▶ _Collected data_
=-=-=
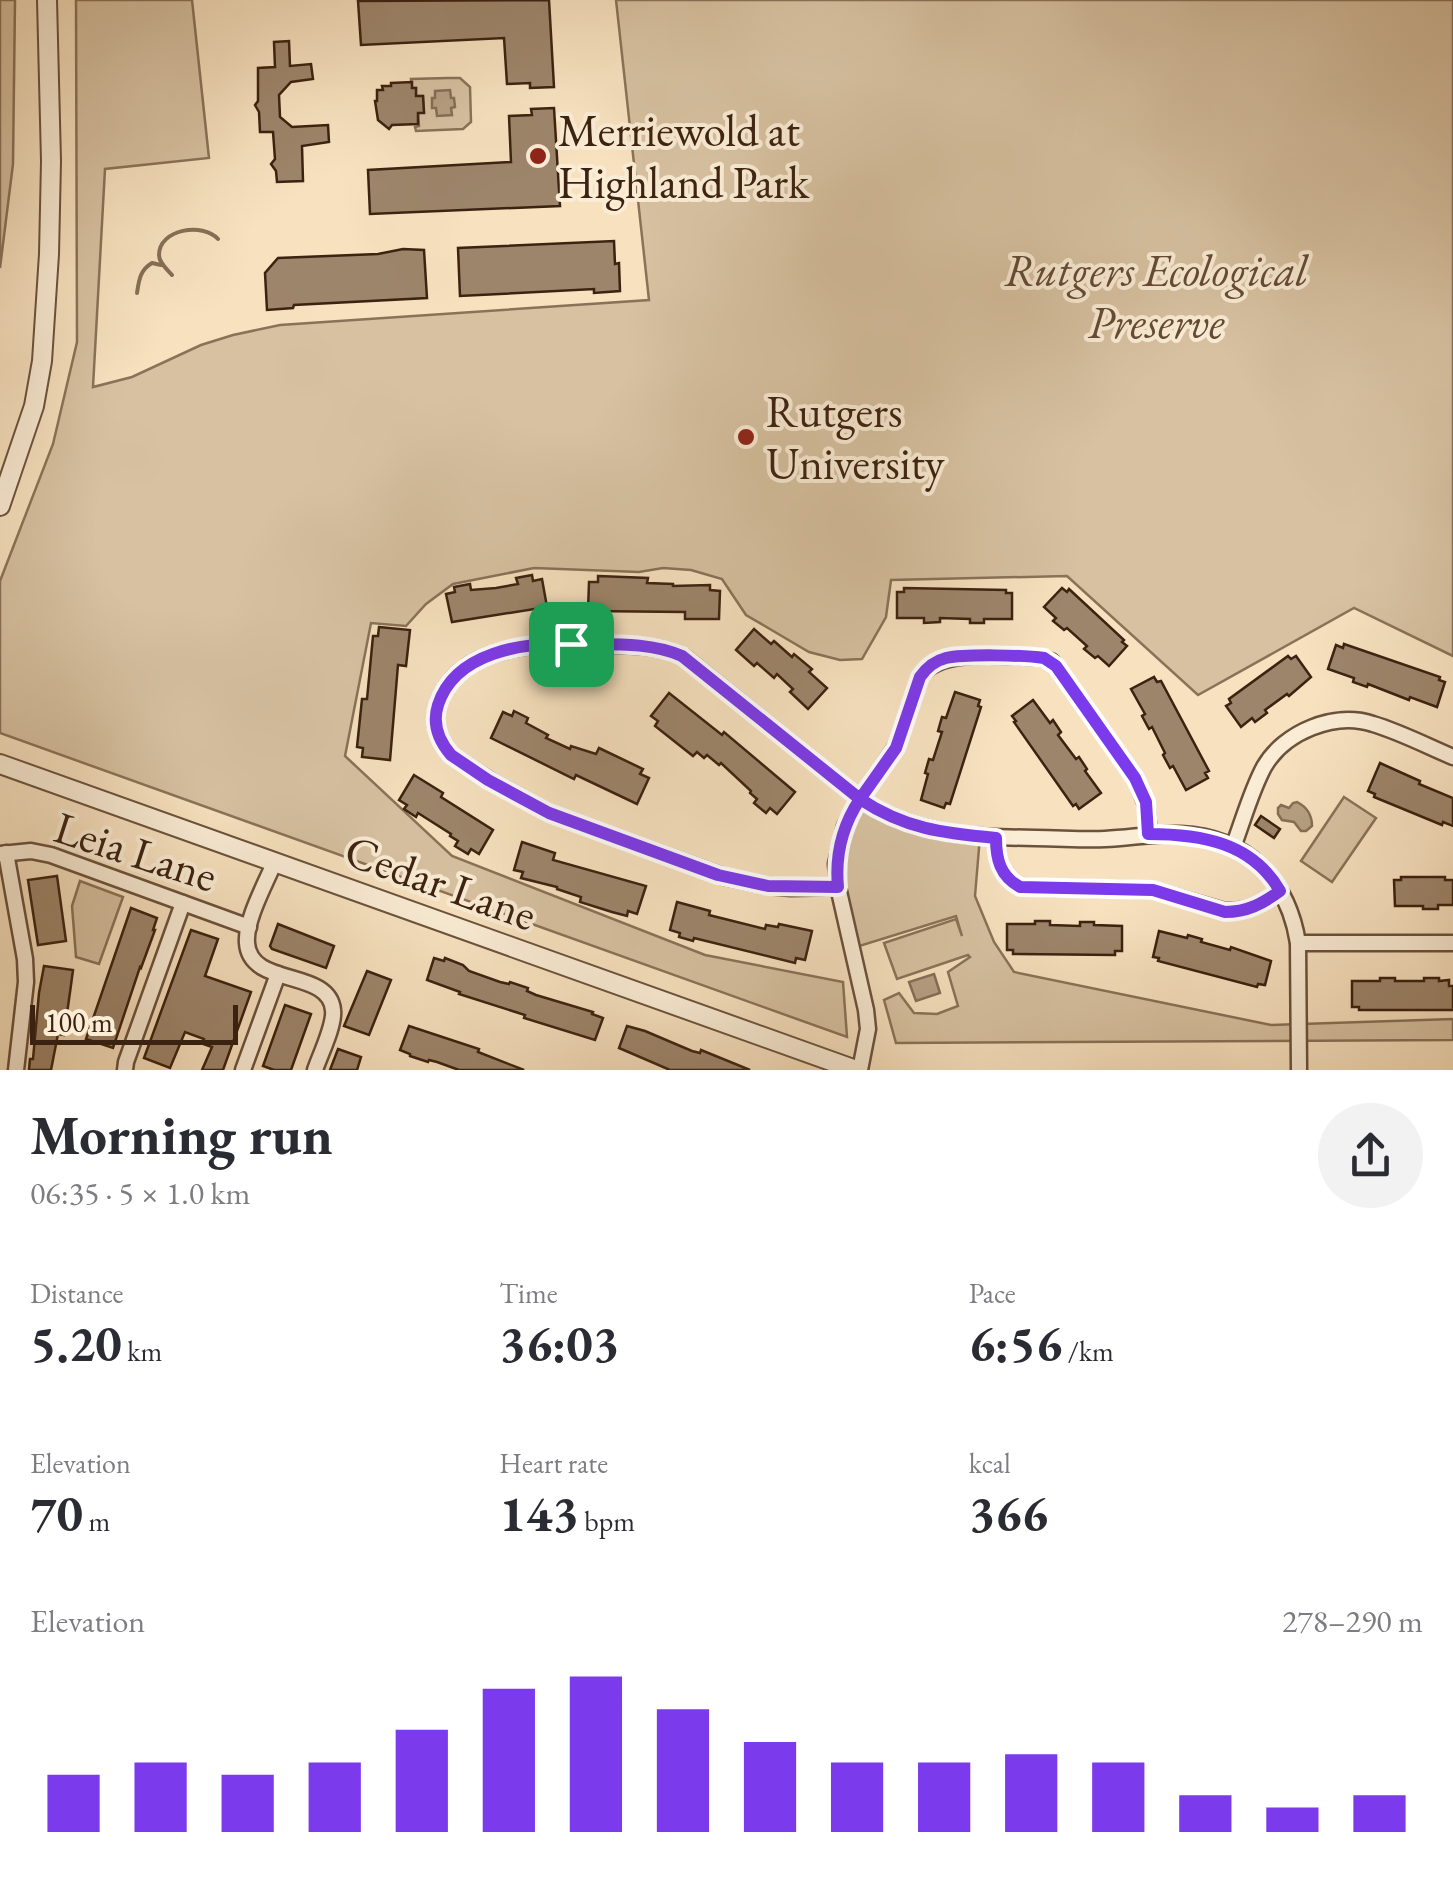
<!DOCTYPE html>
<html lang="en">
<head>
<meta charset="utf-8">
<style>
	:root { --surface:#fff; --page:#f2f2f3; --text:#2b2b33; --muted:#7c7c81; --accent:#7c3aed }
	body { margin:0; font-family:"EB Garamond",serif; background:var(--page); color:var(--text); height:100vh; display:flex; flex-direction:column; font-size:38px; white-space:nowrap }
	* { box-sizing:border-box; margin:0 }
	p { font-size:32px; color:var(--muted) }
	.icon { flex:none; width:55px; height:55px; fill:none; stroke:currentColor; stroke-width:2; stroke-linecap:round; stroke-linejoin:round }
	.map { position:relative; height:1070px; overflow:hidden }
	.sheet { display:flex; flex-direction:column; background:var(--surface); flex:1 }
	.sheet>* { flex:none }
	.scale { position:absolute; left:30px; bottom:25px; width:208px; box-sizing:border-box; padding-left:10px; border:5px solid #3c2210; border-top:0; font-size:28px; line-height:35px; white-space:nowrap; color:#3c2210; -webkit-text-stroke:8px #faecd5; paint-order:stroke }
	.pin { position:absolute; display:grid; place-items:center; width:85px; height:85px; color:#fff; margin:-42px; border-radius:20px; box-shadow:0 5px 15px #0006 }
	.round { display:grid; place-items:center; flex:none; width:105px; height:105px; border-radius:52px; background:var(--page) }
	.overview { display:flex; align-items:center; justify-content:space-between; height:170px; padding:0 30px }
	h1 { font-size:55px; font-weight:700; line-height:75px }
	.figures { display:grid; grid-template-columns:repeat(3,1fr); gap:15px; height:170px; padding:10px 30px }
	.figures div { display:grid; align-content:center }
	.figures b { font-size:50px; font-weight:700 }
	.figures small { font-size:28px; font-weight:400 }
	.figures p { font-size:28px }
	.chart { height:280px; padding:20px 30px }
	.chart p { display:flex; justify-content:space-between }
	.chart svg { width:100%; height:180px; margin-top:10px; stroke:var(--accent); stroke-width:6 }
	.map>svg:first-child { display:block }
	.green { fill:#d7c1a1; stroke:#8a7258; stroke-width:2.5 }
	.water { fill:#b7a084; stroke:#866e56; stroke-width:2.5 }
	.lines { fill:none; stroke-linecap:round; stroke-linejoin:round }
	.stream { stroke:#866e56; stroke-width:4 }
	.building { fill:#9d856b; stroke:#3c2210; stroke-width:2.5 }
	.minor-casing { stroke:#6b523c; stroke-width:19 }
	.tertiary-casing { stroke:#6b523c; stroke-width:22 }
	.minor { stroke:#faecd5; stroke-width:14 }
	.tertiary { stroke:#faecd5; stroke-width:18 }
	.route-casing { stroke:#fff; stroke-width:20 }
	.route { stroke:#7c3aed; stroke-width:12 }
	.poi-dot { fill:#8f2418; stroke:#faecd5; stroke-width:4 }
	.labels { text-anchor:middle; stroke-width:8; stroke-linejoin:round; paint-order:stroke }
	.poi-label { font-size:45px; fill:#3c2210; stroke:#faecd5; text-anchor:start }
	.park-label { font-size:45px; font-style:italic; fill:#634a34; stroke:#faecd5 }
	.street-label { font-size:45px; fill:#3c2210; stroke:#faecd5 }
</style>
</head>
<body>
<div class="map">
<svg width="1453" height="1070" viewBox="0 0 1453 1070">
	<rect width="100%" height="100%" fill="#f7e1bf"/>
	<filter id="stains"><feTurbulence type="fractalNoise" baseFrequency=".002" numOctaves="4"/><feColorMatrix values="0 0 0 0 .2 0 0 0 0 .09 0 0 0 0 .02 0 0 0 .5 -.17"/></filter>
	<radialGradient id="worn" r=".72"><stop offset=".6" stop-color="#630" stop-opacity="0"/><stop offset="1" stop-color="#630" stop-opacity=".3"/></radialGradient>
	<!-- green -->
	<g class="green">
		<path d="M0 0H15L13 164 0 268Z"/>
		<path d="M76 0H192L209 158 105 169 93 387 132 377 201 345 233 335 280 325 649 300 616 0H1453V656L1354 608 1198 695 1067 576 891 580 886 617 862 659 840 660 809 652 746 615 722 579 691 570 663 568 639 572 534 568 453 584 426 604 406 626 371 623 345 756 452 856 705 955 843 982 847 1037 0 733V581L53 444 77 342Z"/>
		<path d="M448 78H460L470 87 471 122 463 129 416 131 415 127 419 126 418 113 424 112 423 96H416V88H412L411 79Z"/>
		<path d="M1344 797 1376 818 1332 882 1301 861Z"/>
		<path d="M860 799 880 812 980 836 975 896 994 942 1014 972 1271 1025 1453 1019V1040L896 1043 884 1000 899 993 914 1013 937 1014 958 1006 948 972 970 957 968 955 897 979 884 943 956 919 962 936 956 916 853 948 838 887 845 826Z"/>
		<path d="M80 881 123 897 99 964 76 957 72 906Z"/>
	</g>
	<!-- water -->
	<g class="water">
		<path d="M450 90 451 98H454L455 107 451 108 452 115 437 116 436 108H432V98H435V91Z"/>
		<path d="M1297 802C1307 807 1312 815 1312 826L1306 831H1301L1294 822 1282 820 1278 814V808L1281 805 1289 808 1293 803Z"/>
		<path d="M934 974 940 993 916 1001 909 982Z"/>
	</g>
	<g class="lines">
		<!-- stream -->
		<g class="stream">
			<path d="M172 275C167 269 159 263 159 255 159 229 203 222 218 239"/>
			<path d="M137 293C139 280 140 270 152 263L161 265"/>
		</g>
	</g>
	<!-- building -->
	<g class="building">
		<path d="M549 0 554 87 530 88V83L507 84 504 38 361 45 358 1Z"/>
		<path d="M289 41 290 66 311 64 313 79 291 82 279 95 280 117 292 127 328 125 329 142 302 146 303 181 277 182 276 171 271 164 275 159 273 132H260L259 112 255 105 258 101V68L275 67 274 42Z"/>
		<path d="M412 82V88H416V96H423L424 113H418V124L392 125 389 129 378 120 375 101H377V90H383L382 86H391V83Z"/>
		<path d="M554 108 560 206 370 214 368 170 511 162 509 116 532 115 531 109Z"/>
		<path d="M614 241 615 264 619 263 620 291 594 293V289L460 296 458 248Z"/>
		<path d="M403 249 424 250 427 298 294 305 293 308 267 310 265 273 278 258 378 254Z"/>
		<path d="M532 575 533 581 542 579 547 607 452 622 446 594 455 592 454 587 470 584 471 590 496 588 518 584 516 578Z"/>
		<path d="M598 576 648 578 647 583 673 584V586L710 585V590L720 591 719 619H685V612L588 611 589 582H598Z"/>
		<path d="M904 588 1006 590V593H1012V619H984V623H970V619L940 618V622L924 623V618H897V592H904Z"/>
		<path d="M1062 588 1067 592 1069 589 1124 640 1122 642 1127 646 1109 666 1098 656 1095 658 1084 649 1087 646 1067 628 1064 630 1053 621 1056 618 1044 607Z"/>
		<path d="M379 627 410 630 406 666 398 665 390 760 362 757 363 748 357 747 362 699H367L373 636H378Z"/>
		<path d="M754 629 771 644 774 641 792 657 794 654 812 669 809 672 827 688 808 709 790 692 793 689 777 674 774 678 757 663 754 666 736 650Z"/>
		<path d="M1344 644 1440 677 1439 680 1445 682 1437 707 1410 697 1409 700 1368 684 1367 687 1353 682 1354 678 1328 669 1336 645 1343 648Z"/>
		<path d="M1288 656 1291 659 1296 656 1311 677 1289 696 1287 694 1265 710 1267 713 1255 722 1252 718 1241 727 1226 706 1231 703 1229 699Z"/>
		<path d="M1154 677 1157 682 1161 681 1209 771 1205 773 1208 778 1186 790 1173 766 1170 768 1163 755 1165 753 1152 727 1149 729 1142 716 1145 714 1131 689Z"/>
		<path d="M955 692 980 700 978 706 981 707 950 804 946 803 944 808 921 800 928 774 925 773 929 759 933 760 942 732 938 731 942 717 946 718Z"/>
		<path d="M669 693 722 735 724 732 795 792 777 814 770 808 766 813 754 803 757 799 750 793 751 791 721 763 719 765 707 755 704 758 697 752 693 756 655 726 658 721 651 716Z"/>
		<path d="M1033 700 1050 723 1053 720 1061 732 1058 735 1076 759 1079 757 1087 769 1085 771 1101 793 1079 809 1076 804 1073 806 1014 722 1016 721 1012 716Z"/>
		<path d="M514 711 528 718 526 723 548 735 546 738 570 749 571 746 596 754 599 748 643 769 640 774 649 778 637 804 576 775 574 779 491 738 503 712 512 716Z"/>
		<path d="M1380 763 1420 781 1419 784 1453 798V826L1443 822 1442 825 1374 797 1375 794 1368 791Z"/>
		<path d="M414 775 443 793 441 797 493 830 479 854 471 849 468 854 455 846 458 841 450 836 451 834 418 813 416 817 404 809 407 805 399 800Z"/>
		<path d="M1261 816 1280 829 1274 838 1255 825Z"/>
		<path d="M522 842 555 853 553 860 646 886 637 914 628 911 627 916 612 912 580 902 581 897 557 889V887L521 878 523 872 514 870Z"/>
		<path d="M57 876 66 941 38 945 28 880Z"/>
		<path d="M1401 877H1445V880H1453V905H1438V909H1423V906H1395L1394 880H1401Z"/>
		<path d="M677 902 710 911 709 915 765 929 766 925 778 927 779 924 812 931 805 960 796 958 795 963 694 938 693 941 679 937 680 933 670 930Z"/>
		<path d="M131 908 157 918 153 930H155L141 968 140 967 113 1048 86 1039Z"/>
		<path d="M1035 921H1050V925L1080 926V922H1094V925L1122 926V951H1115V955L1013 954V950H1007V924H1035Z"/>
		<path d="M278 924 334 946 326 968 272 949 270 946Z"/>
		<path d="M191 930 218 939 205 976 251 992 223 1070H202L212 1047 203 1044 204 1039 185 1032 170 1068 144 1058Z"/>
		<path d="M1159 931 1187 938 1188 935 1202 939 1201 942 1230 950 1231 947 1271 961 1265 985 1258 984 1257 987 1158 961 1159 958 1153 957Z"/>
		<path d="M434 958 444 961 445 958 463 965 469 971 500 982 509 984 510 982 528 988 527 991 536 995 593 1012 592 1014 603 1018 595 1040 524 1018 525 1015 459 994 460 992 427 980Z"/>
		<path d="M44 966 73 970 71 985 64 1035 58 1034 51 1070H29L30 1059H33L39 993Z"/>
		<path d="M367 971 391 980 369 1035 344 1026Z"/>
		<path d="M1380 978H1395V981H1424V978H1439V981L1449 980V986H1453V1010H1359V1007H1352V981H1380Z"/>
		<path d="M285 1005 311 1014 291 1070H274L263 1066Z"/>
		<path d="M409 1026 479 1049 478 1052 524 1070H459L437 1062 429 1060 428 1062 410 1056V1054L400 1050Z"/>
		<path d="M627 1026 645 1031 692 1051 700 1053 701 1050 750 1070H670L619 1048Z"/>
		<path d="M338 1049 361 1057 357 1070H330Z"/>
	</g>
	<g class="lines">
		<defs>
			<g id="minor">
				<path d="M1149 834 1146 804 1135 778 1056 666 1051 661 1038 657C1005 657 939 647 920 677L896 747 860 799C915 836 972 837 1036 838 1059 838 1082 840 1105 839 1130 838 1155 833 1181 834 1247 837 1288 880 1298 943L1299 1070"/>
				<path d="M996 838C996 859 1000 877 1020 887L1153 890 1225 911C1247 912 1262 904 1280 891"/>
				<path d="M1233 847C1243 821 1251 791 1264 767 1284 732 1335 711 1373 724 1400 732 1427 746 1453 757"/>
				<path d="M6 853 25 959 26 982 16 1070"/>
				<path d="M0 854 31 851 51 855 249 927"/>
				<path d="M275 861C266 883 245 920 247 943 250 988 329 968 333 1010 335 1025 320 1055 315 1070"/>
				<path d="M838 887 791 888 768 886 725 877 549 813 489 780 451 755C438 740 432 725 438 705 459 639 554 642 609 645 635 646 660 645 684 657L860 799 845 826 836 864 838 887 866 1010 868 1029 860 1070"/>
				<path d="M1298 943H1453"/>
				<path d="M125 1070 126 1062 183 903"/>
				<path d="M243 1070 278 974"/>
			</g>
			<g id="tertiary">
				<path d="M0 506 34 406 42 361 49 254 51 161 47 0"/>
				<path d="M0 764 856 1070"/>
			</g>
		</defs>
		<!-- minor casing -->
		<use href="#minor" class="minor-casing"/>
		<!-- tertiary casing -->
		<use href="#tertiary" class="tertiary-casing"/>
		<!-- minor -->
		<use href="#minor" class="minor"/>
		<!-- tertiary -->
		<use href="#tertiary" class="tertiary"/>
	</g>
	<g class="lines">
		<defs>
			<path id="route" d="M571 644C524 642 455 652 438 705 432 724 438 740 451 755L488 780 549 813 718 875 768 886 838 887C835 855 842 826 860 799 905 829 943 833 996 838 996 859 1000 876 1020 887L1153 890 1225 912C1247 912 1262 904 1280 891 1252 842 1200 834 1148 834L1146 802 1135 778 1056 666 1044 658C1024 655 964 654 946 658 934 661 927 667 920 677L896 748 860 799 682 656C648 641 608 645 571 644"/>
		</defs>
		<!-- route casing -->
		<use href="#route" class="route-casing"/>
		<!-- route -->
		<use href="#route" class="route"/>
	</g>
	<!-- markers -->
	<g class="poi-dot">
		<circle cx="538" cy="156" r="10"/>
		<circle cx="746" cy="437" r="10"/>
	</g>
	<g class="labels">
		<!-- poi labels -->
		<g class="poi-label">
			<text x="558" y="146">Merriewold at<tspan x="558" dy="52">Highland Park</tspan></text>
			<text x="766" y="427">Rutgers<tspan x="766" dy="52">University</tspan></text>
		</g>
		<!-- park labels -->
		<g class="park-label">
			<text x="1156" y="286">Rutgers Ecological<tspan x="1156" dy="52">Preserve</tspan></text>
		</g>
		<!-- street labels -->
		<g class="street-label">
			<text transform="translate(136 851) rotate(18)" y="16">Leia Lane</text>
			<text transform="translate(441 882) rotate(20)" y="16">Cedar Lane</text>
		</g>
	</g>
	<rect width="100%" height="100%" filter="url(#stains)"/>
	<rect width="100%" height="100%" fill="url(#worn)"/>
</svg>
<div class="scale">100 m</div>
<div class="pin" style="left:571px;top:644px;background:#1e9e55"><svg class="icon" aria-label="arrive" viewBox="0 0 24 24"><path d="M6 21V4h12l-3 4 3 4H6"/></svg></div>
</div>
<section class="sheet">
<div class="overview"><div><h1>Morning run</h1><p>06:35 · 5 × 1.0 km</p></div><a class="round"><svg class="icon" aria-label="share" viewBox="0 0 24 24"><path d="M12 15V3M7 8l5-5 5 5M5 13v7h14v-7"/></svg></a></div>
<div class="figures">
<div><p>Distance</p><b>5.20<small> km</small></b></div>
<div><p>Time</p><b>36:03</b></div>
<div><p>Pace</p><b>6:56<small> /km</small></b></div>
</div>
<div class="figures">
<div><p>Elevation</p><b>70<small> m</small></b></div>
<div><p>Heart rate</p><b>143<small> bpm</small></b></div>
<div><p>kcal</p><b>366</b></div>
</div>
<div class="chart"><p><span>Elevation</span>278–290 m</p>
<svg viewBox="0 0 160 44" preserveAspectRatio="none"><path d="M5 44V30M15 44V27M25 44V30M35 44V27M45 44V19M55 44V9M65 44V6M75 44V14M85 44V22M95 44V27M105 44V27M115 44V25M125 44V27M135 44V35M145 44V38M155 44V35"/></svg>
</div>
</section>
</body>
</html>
=-=-=
▶ _Work request_
In the records above, some lines may contain the word "scale"; copy every one of them.

▶ _Response box_
	.scale { position:absolute; left:30px; bottom:25px; width:208px; box-sizing:border-box; padding-left:10px; border:5px solid #3c2210; border-top:0; font-size:28px; line-height:35px; white-space:nowrap; color:#3c2210; -webkit-text-stroke:8px #faecd5; paint-order:stroke }
<div class="scale">100 m</div>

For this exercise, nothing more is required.